#### ASSIGNMENT
Copy the data below exactly. Any pictures in it should be omitted.

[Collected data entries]

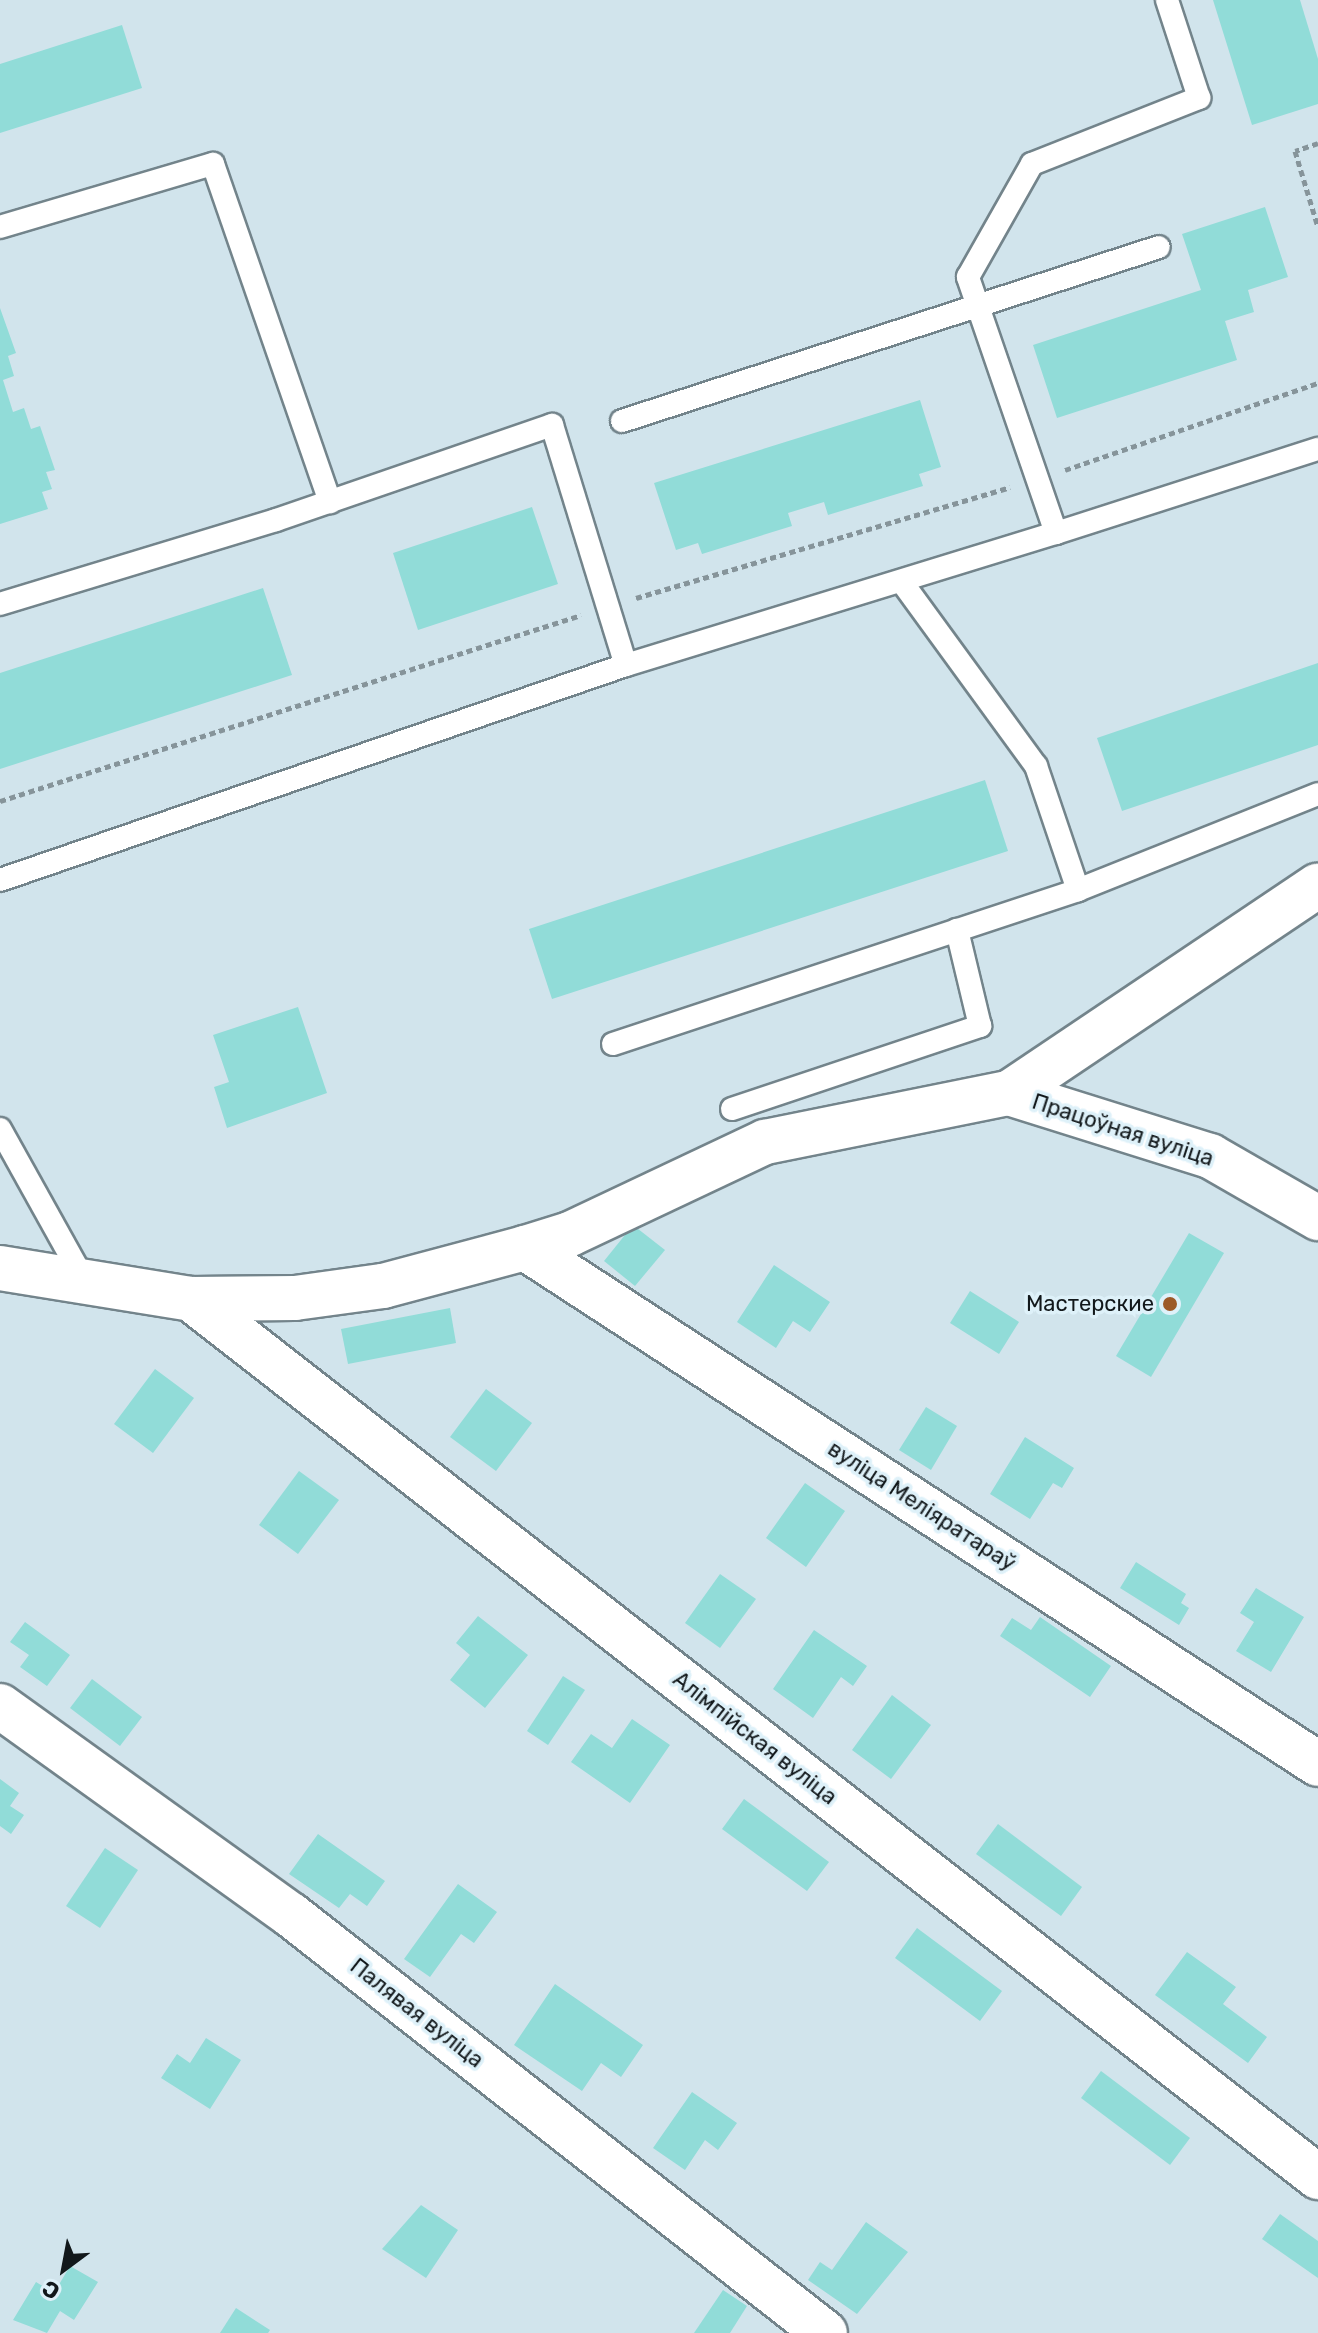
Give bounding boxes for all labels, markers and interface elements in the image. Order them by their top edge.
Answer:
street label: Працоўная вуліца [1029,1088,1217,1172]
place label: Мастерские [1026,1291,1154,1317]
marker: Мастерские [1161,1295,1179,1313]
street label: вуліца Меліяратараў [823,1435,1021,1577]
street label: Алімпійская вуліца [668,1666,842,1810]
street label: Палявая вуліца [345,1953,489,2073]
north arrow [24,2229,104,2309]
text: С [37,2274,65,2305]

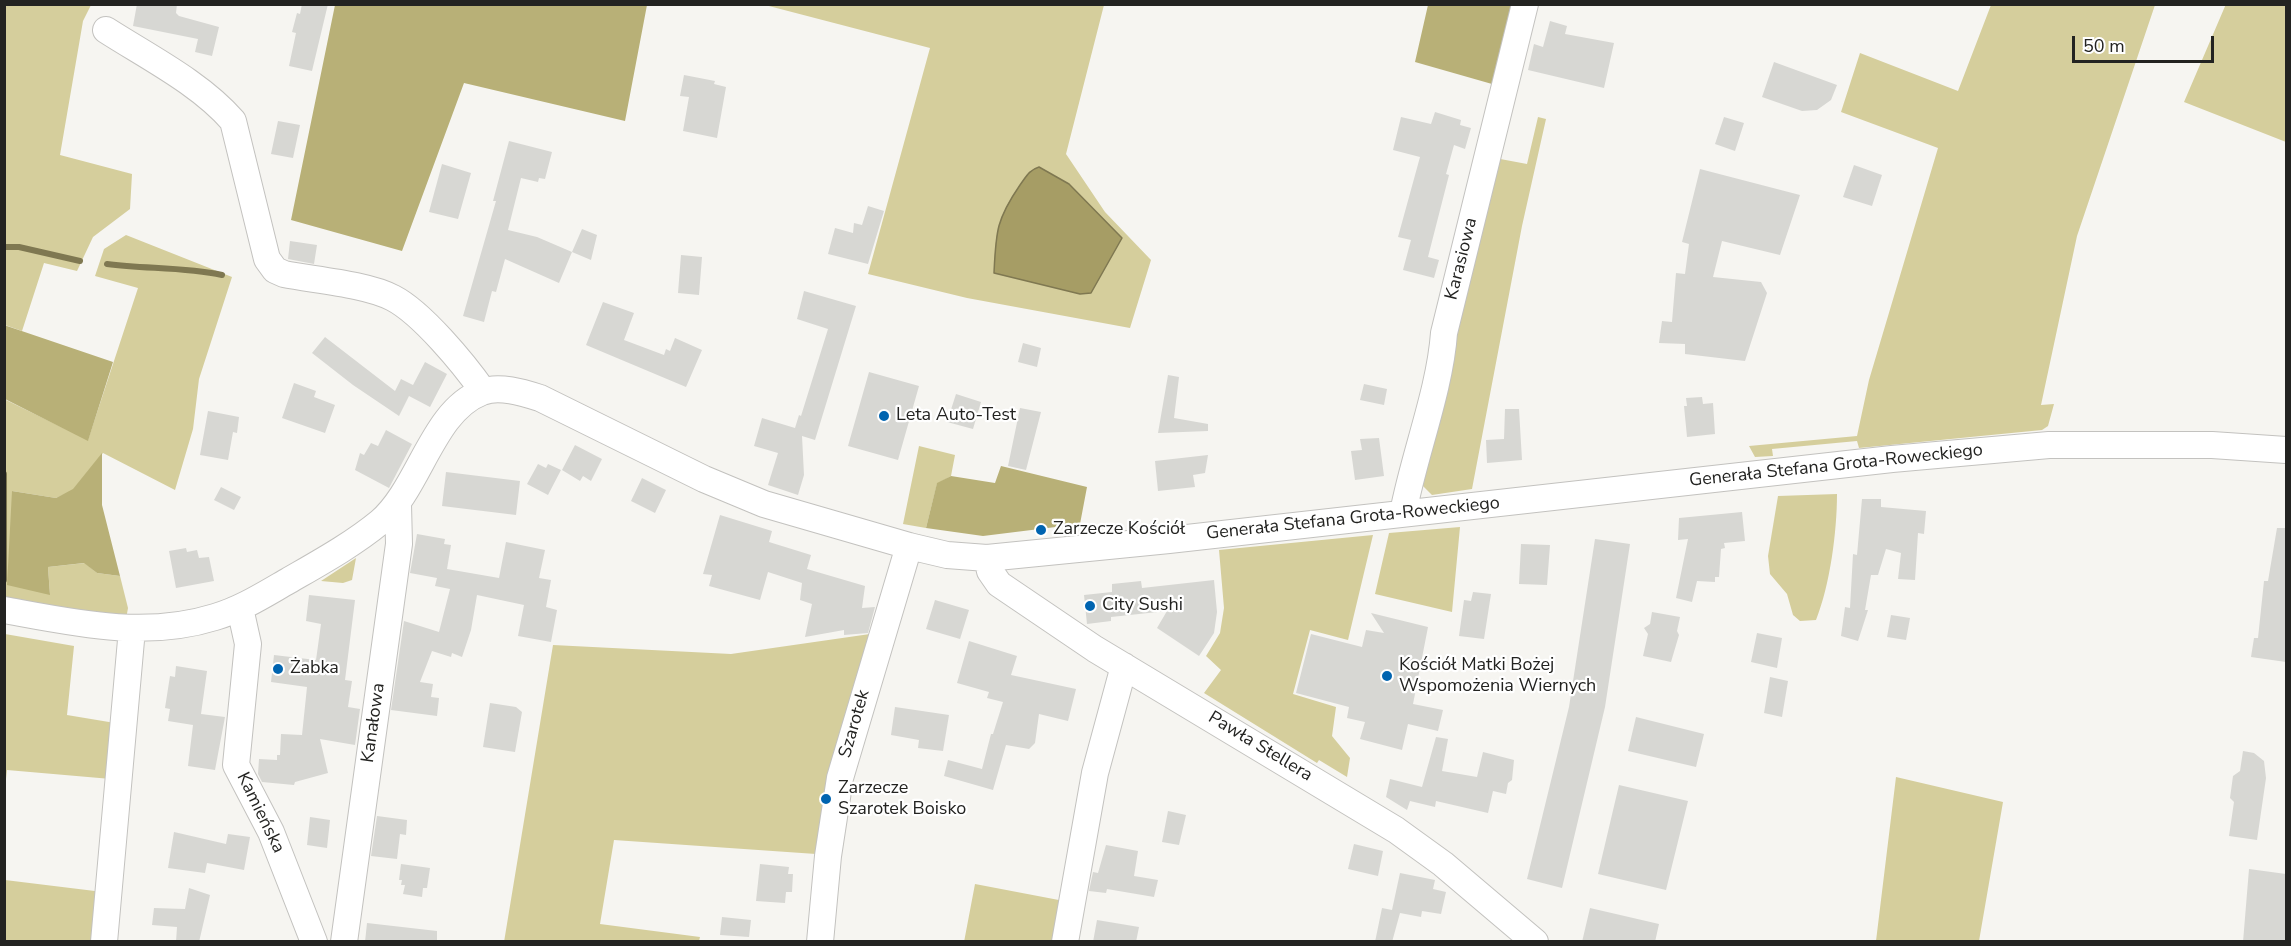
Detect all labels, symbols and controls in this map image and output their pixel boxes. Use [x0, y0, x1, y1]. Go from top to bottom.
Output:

#### OUTPUT OF THE TASK
Give bounding boxes for all labels, markers and interface elements in the image. Order them by their top edge.
Answer:
street label: Працоўная вуліца [1029,1088,1217,1172]
place label: Мастерские [1026,1291,1154,1317]
marker: Мастерские [1161,1295,1179,1313]
street label: вуліца Меліяратараў [823,1435,1021,1577]
street label: Алімпійская вуліца [668,1666,842,1810]
street label: Палявая вуліца [345,1953,489,2073]
north arrow [24,2229,104,2309]
text: С [37,2274,65,2305]

Detect all labels, symbols and controls in this map image and output their pixel boxes. Use [x0, y0, x1, y1]. Go from top to bottom.
Output:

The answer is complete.